[Saved data entries]
***
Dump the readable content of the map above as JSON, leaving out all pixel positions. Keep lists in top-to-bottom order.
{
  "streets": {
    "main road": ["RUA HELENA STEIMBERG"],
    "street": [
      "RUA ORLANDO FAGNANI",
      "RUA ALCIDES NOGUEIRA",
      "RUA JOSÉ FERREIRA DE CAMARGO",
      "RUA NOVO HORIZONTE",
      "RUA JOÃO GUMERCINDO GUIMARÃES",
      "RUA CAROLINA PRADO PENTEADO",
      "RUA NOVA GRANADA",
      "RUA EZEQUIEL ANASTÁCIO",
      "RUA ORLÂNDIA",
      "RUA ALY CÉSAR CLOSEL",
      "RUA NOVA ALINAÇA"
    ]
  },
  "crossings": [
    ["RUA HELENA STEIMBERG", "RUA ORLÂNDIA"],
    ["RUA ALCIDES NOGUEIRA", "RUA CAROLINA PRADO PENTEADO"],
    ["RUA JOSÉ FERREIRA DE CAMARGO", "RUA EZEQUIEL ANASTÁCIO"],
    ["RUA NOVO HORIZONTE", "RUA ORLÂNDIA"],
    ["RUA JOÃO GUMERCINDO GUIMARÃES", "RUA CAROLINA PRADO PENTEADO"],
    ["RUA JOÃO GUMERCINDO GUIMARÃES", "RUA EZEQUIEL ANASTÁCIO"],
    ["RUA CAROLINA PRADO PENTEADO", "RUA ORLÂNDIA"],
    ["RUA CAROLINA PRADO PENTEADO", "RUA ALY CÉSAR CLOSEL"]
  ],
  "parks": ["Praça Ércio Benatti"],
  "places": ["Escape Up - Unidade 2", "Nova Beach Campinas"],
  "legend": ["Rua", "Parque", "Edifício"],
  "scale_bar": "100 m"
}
***
*WORK TO BE COMPLETED*.
Write out the data exactly as it stands.

*YOUR RESPONSE*.
Dump the readable content of the map above as JSON, leaving out all pixel positions. Keep lists in top-to-bottom order.
{
  "streets": {
    "main road": ["RUA HELENA STEIMBERG"],
    "street": [
      "RUA ORLANDO FAGNANI",
      "RUA ALCIDES NOGUEIRA",
      "RUA JOSÉ FERREIRA DE CAMARGO",
      "RUA NOVO HORIZONTE",
      "RUA JOÃO GUMERCINDO GUIMARÃES",
      "RUA CAROLINA PRADO PENTEADO",
      "RUA NOVA GRANADA",
      "RUA EZEQUIEL ANASTÁCIO",
      "RUA ORLÂNDIA",
      "RUA ALY CÉSAR CLOSEL",
      "RUA NOVA ALINAÇA"
    ]
  },
  "crossings": [
    ["RUA HELENA STEIMBERG", "RUA ORLÂNDIA"],
    ["RUA ALCIDES NOGUEIRA", "RUA CAROLINA PRADO PENTEADO"],
    ["RUA JOSÉ FERREIRA DE CAMARGO", "RUA EZEQUIEL ANASTÁCIO"],
    ["RUA NOVO HORIZONTE", "RUA ORLÂNDIA"],
    ["RUA JOÃO GUMERCINDO GUIMARÃES", "RUA CAROLINA PRADO PENTEADO"],
    ["RUA JOÃO GUMERCINDO GUIMARÃES", "RUA EZEQUIEL ANASTÁCIO"],
    ["RUA CAROLINA PRADO PENTEADO", "RUA ORLÂNDIA"],
    ["RUA CAROLINA PRADO PENTEADO", "RUA ALY CÉSAR CLOSEL"]
  ],
  "parks": ["Praça Ércio Benatti"],
  "places": ["Escape Up - Unidade 2", "Nova Beach Campinas"],
  "legend": ["Rua", "Parque", "Edifício"],
  "scale_bar": "100 m"
}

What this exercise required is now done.